▶ [Material to process]:
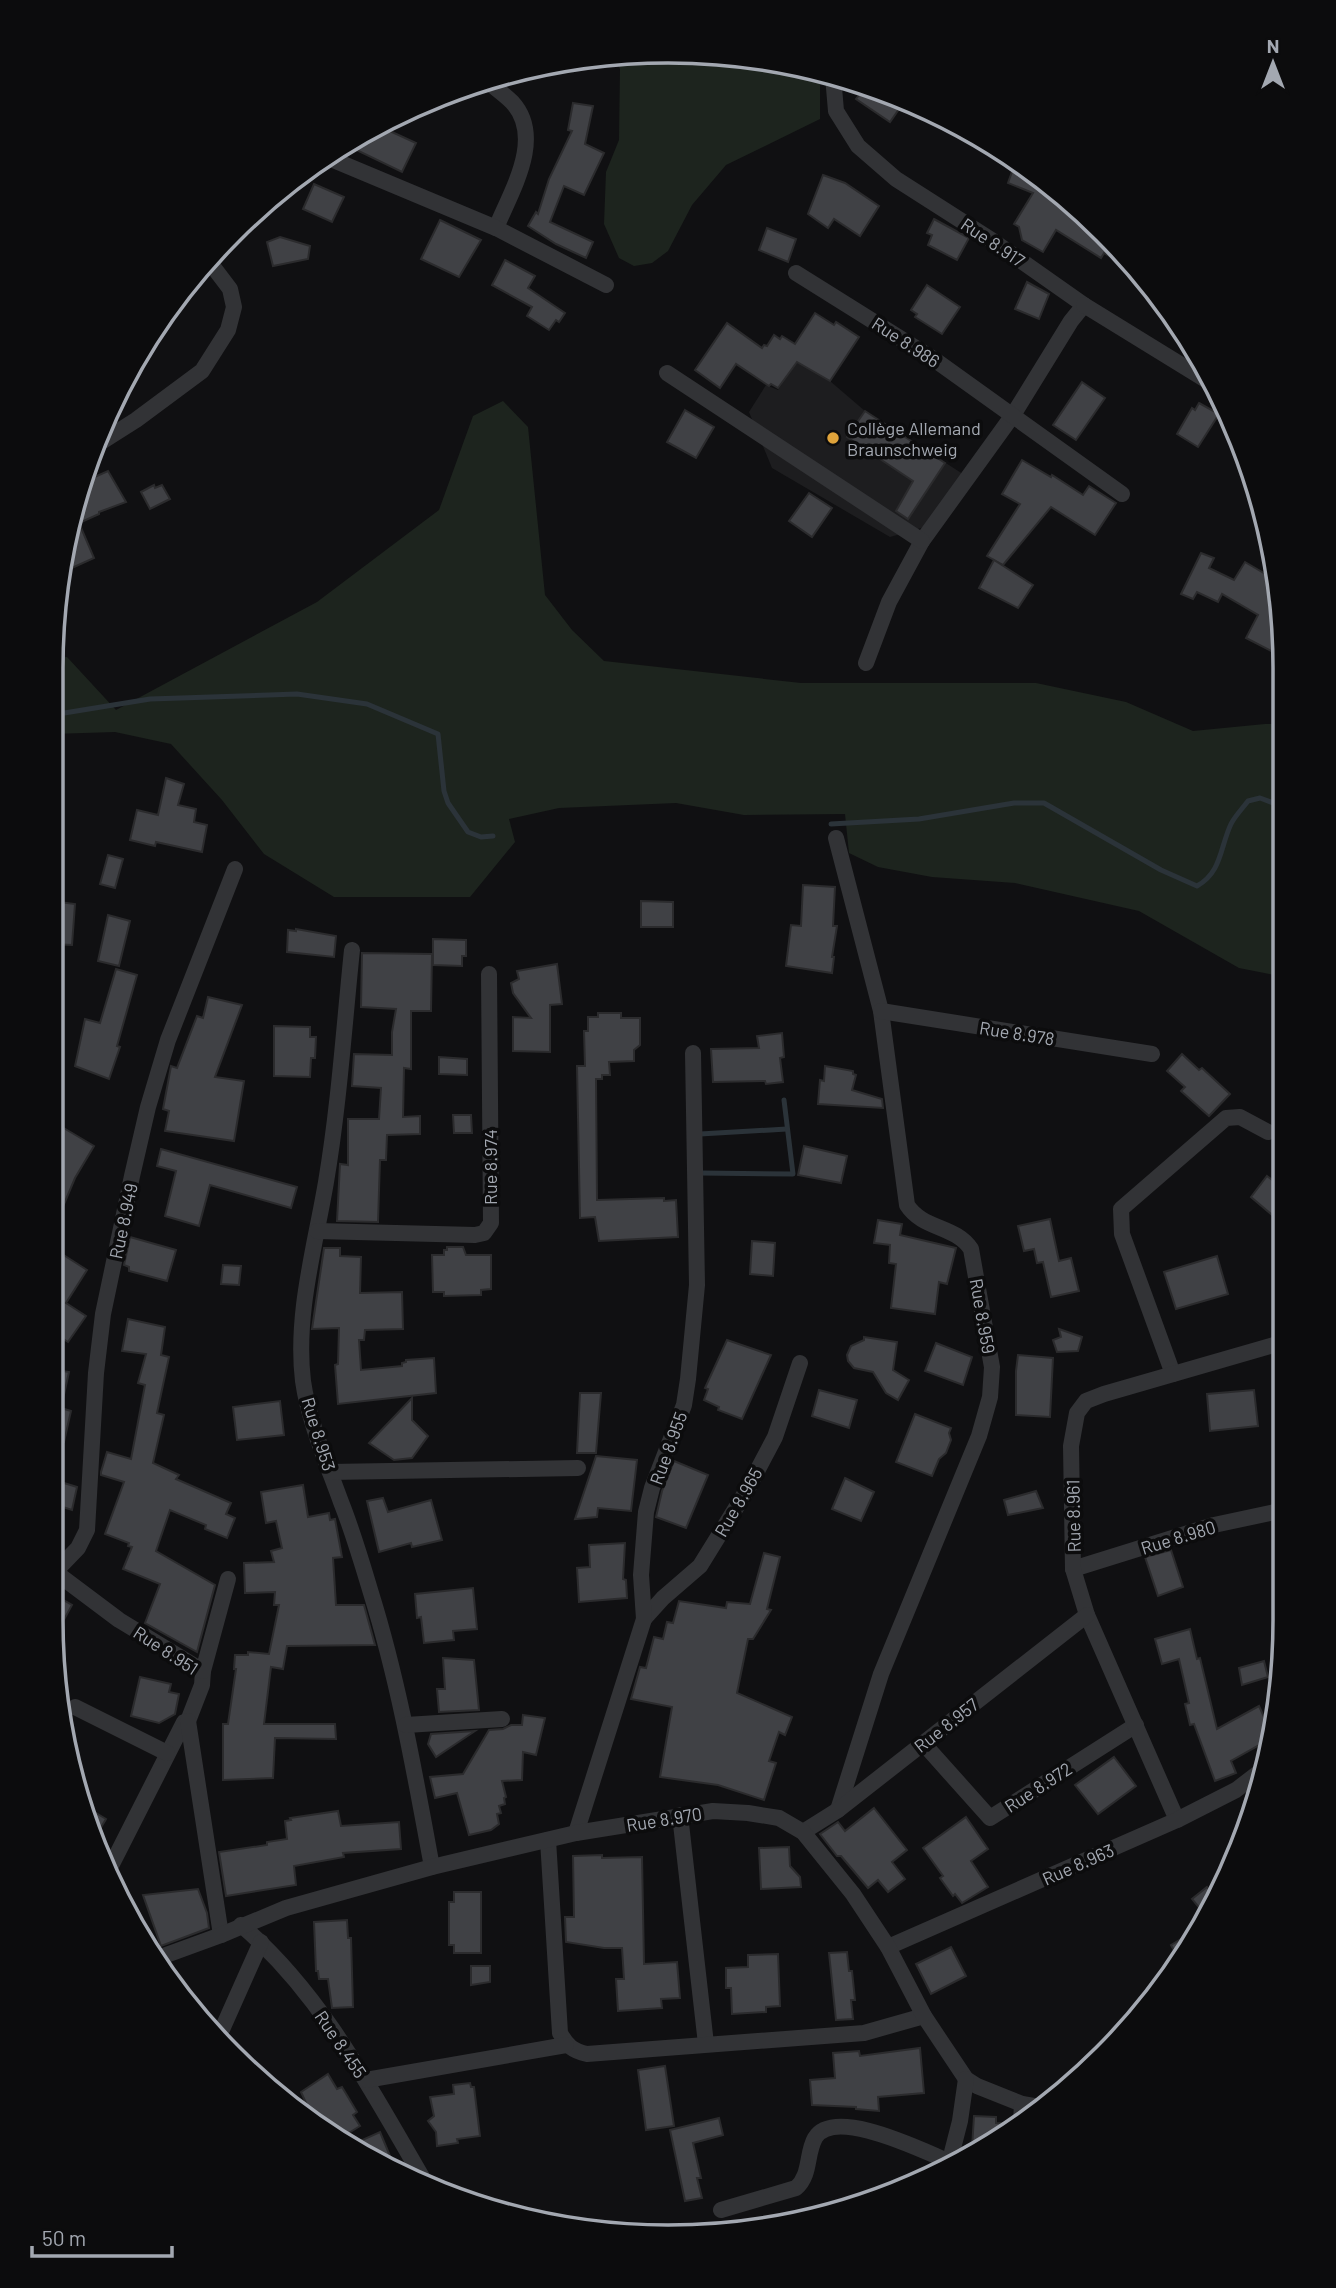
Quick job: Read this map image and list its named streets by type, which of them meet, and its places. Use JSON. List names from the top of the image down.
{
  "streets": {
    "street": [
      "Rue 8.917",
      "Rue 8.986",
      "Rue 8.978",
      "Rue 8.974",
      "Rue 8.949",
      "Rue 8.959",
      "Rue 8.953",
      "Rue 8.955",
      "Rue 8.965",
      "Rue 8.961",
      "Rue 8.980",
      "Rue 8.951",
      "Rue 8.957",
      "Rue 8.972",
      "Rue 8.970",
      "Rue 8.963",
      "Rue 8.455"
    ]
  },
  "crossings": [
    ["Rue 8.978", "Rue 8.959"],
    ["Rue 8.974", "Rue 8.953"],
    ["Rue 8.959", "Rue 8.957"],
    ["Rue 8.953", "Rue 8.970"],
    ["Rue 8.955", "Rue 8.965"],
    ["Rue 8.955", "Rue 8.970"],
    ["Rue 8.961", "Rue 8.980"],
    ["Rue 8.961", "Rue 8.957"],
    ["Rue 8.961", "Rue 8.972"],
    ["Rue 8.961", "Rue 8.963"],
    ["Rue 8.957", "Rue 8.972"],
    ["Rue 8.957", "Rue 8.970"],
    ["Rue 8.970", "Rue 8.963"],
    ["Rue 8.970", "Rue 8.455"]
  ],
  "places": ["Collège Allemand Braunschweig"],
  "scale_bar": "50 m",
  "north": "top"
}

▶ [Brief]: Whenever "streets" occurs in a line above, copy that line.

▶ [Your solution]:
Quick job: Read this map image and list its named streets by type, which of them meet, and its places. Use JSON. List names from the top of the image down.
  "streets": {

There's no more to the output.